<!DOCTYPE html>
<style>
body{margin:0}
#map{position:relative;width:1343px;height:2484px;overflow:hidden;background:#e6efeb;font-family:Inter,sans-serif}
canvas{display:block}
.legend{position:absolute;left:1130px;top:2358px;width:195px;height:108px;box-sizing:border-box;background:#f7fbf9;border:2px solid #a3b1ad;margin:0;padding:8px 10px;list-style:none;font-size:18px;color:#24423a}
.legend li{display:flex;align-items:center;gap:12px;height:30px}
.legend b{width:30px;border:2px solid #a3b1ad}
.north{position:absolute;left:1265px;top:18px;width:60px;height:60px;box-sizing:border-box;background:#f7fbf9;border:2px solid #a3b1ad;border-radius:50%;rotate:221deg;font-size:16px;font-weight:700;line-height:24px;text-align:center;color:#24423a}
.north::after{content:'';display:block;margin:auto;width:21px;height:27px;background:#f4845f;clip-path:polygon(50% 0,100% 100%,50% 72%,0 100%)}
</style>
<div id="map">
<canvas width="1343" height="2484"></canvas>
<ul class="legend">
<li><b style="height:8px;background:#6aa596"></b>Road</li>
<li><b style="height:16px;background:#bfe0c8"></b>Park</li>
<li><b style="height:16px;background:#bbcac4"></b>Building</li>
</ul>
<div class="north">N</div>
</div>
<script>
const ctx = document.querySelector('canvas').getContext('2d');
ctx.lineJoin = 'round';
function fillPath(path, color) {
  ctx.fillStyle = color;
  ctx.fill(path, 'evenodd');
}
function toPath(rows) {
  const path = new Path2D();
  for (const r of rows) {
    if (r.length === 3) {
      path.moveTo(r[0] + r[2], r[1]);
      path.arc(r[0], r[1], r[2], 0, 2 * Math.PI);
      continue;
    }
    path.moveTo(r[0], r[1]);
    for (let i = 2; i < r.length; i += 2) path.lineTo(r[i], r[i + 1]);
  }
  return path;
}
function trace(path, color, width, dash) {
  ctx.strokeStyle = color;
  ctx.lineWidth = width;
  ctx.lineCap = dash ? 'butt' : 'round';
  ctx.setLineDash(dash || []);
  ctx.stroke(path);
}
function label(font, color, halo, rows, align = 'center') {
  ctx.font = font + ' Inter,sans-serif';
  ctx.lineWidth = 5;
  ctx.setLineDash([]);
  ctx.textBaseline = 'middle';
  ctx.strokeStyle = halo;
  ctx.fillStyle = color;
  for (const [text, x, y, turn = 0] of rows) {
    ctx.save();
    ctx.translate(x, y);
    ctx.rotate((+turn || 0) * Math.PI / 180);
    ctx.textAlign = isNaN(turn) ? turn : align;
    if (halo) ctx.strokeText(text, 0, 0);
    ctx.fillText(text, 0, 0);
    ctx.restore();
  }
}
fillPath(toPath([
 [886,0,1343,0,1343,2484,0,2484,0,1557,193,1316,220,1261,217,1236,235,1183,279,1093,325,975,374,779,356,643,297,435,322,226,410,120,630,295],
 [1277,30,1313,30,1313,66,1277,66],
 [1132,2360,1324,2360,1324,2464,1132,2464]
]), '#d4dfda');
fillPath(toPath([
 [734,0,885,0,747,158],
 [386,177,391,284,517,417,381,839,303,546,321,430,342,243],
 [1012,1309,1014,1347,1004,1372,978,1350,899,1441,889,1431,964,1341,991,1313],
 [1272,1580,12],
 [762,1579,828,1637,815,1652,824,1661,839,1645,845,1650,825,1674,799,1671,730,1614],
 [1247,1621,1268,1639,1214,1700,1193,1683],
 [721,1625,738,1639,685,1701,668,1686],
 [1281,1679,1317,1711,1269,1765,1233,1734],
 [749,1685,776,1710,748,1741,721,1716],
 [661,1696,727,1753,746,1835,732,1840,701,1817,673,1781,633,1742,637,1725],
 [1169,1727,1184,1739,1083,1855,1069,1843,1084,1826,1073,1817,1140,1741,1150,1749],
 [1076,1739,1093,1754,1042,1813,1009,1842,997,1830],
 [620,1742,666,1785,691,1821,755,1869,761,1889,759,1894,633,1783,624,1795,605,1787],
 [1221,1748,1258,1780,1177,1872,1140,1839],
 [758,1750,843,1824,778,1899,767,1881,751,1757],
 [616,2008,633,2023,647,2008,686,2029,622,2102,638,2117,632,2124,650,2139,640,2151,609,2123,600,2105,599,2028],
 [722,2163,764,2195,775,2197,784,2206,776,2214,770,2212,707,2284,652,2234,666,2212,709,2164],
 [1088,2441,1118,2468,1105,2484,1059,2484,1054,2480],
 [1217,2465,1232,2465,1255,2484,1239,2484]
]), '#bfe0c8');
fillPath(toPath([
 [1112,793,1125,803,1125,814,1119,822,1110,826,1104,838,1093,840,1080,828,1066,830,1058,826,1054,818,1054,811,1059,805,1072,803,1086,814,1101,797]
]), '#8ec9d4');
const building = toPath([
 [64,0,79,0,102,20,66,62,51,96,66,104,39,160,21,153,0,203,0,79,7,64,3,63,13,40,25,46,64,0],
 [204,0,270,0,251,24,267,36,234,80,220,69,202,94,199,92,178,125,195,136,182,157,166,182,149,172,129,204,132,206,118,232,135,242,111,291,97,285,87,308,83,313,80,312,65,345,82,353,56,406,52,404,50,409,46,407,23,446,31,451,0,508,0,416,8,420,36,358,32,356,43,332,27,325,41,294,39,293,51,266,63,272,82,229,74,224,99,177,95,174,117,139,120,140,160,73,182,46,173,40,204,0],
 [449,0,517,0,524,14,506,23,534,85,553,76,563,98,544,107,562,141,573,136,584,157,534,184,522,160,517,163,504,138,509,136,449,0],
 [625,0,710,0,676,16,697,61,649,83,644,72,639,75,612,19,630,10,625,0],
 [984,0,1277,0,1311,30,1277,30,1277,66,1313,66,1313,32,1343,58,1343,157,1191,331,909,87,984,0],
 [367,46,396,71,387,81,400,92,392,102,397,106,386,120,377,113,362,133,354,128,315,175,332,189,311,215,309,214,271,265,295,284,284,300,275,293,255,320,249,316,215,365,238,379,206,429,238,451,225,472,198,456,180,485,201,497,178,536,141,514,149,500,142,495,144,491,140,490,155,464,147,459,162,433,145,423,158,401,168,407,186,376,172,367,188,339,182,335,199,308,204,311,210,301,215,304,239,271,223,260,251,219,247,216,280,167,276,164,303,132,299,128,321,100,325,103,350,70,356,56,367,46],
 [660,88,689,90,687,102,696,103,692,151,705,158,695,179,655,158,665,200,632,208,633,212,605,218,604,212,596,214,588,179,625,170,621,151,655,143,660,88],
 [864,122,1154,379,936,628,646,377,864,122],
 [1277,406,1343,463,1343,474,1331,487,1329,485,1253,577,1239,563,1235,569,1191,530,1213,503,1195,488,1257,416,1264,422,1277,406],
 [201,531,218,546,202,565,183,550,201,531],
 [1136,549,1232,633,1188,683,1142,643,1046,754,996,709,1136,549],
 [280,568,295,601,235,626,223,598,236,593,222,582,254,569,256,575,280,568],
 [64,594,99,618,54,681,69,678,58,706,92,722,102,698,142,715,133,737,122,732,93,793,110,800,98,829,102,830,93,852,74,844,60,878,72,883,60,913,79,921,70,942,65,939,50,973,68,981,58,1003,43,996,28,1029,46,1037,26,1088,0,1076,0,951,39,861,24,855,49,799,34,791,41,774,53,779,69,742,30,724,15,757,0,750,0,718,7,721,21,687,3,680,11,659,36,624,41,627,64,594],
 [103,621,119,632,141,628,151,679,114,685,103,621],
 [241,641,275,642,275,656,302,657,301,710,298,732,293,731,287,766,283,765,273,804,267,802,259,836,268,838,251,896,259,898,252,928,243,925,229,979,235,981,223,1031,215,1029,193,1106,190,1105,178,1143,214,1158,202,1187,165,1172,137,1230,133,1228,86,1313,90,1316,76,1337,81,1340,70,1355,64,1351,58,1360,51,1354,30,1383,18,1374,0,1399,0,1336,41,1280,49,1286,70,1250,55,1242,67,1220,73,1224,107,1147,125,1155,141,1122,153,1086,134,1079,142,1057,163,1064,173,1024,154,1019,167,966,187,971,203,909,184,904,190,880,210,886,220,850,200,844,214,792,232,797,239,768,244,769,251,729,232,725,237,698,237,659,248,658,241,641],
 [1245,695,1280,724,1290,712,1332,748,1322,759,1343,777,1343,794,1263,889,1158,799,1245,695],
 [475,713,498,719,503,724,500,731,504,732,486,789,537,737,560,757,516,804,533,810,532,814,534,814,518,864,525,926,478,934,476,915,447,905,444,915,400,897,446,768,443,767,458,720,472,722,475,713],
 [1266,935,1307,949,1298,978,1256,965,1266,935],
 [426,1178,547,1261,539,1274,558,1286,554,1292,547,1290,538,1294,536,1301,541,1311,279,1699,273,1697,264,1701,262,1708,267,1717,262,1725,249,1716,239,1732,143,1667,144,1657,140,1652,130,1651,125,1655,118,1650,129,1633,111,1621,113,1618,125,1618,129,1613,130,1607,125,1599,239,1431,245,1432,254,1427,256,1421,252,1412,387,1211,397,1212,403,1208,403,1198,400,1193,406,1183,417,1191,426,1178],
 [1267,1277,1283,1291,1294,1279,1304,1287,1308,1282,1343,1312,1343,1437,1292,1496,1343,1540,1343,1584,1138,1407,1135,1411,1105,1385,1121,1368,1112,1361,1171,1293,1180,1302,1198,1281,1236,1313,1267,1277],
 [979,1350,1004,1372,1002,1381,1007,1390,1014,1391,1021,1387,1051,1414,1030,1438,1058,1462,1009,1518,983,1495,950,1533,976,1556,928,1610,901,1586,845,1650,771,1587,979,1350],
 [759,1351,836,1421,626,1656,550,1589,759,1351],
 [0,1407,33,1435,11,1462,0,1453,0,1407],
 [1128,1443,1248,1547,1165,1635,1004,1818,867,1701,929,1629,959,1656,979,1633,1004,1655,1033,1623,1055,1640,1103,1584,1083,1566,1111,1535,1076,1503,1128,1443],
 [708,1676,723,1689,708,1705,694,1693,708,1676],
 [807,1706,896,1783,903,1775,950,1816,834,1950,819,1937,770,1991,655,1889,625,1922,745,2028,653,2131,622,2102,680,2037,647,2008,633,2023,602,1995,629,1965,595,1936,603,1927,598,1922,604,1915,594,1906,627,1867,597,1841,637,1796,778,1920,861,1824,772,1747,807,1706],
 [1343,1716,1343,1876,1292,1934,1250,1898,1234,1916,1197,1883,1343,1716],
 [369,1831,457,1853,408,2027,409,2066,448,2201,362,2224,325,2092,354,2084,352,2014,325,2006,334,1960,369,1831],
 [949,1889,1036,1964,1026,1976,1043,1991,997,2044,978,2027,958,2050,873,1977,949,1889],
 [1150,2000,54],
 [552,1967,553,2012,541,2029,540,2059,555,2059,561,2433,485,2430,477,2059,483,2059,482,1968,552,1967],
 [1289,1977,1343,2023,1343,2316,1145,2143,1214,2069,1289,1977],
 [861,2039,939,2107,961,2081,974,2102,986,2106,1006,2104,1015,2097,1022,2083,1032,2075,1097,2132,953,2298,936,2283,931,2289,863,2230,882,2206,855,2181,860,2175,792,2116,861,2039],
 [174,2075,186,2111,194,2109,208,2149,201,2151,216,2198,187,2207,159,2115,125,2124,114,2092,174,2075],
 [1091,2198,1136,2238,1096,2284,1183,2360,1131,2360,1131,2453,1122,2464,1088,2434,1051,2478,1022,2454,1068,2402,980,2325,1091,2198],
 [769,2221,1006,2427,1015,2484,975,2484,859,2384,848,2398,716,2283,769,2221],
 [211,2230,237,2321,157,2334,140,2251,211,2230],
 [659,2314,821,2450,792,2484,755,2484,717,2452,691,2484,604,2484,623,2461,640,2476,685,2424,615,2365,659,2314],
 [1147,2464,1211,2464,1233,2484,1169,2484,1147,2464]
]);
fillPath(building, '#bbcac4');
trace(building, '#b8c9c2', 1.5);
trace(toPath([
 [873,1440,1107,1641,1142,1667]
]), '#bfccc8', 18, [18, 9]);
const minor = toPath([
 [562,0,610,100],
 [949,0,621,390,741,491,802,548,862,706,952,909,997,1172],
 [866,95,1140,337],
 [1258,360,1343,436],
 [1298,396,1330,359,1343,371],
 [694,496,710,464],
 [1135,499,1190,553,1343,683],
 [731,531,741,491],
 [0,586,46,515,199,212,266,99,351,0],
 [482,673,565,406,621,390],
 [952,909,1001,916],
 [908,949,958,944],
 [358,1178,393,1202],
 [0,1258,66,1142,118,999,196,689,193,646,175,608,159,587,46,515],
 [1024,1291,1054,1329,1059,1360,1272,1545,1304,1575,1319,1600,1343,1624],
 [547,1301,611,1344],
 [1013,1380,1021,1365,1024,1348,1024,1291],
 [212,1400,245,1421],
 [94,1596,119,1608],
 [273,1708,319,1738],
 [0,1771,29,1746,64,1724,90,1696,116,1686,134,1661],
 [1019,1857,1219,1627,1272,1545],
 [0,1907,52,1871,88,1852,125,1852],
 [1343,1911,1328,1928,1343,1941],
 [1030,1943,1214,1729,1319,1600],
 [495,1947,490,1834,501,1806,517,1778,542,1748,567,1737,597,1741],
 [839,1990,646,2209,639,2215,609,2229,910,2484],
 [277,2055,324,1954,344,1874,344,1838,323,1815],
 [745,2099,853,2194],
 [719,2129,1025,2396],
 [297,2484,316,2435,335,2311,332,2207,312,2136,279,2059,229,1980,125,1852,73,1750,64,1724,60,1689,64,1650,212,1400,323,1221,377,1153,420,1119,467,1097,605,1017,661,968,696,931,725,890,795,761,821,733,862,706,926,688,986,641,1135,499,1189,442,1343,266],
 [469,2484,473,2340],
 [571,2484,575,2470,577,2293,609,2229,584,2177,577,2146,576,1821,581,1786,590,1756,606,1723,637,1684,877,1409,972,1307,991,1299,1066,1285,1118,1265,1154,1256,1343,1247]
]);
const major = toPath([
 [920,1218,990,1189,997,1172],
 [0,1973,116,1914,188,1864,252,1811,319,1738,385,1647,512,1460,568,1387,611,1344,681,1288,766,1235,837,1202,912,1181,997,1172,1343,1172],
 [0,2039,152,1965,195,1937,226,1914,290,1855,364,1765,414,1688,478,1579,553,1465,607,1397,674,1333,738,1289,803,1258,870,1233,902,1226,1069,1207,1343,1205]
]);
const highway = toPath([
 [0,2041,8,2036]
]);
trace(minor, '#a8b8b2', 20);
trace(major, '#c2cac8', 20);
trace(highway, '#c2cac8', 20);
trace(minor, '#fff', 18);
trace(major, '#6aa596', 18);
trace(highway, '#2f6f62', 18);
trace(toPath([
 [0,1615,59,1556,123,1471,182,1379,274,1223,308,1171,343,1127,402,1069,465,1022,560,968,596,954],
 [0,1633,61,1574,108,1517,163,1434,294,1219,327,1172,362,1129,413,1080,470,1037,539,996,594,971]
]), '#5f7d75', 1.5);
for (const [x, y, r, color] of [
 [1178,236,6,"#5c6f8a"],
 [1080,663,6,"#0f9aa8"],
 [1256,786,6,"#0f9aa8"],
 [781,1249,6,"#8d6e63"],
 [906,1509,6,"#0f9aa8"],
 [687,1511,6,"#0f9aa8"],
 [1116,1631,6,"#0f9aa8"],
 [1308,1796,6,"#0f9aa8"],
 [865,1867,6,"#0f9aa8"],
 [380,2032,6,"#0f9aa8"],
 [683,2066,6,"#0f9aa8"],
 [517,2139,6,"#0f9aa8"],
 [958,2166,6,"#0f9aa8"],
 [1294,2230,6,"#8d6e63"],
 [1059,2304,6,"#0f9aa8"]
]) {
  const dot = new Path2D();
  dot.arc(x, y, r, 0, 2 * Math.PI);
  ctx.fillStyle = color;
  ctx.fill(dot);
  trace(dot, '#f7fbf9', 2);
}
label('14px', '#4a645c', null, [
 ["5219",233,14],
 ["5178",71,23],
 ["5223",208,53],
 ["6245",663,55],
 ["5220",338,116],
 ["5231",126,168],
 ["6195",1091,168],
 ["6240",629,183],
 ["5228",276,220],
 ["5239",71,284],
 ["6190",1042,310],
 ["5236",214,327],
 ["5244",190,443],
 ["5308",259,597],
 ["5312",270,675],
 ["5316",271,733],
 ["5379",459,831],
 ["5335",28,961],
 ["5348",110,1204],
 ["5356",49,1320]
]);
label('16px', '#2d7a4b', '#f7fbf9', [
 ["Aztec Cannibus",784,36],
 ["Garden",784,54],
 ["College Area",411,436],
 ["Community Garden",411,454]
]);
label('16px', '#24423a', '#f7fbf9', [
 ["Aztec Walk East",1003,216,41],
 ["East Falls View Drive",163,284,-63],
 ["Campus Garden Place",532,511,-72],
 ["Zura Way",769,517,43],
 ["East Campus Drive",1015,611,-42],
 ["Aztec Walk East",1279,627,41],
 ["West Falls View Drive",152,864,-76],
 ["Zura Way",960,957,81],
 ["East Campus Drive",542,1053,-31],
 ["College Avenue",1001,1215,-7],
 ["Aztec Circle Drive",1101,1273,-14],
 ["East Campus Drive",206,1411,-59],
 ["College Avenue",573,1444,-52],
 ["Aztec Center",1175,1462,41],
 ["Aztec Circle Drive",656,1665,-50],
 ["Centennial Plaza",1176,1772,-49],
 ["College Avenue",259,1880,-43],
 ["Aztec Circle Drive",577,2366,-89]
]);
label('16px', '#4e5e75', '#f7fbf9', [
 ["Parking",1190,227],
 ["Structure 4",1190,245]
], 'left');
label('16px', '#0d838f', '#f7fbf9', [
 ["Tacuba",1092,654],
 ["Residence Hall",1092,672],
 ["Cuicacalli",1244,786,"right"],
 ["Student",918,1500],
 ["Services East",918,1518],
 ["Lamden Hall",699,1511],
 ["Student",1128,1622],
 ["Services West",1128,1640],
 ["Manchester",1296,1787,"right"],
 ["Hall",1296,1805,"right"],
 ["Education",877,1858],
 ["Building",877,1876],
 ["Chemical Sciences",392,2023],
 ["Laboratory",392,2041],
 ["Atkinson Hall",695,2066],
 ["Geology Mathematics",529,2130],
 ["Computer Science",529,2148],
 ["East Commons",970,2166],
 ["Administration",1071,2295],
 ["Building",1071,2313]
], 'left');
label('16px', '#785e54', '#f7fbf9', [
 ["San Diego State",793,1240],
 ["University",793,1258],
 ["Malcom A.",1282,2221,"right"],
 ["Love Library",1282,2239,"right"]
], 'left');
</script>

==================================================

* **Task item**: Copy out word for word each line of the listing, from the very first line down to the line containing "const path = new Path2D();", and stop after that line.

* **The answer**:
<!DOCTYPE html>
<style>
body{margin:0}
#map{position:relative;width:1343px;height:2484px;overflow:hidden;background:#e6efeb;font-family:Inter,sans-serif}
canvas{display:block}
.legend{position:absolute;left:1130px;top:2358px;width:195px;height:108px;box-sizing:border-box;background:#f7fbf9;border:2px solid #a3b1ad;margin:0;padding:8px 10px;list-style:none;font-size:18px;color:#24423a}
.legend li{display:flex;align-items:center;gap:12px;height:30px}
.legend b{width:30px;border:2px solid #a3b1ad}
.north{position:absolute;left:1265px;top:18px;width:60px;height:60px;box-sizing:border-box;background:#f7fbf9;border:2px solid #a3b1ad;border-radius:50%;rotate:221deg;font-size:16px;font-weight:700;line-height:24px;text-align:center;color:#24423a}
.north::after{content:'';display:block;margin:auto;width:21px;height:27px;background:#f4845f;clip-path:polygon(50% 0,100% 100%,50% 72%,0 100%)}
</style>
<div id="map">
<canvas width="1343" height="2484"></canvas>
<ul class="legend">
<li><b style="height:8px;background:#6aa596"></b>Road</li>
<li><b style="height:16px;background:#bfe0c8"></b>Park</li>
<li><b style="height:16px;background:#bbcac4"></b>Building</li>
</ul>
<div class="north">N</div>
</div>
<script>
const ctx = document.querySelector('canvas').getContext('2d');
ctx.lineJoin = 'round';
function fillPath(path, color) {
  ctx.fillStyle = color;
  ctx.fill(path, 'evenodd');
}
function toPath(rows) {
  const path = new Path2D();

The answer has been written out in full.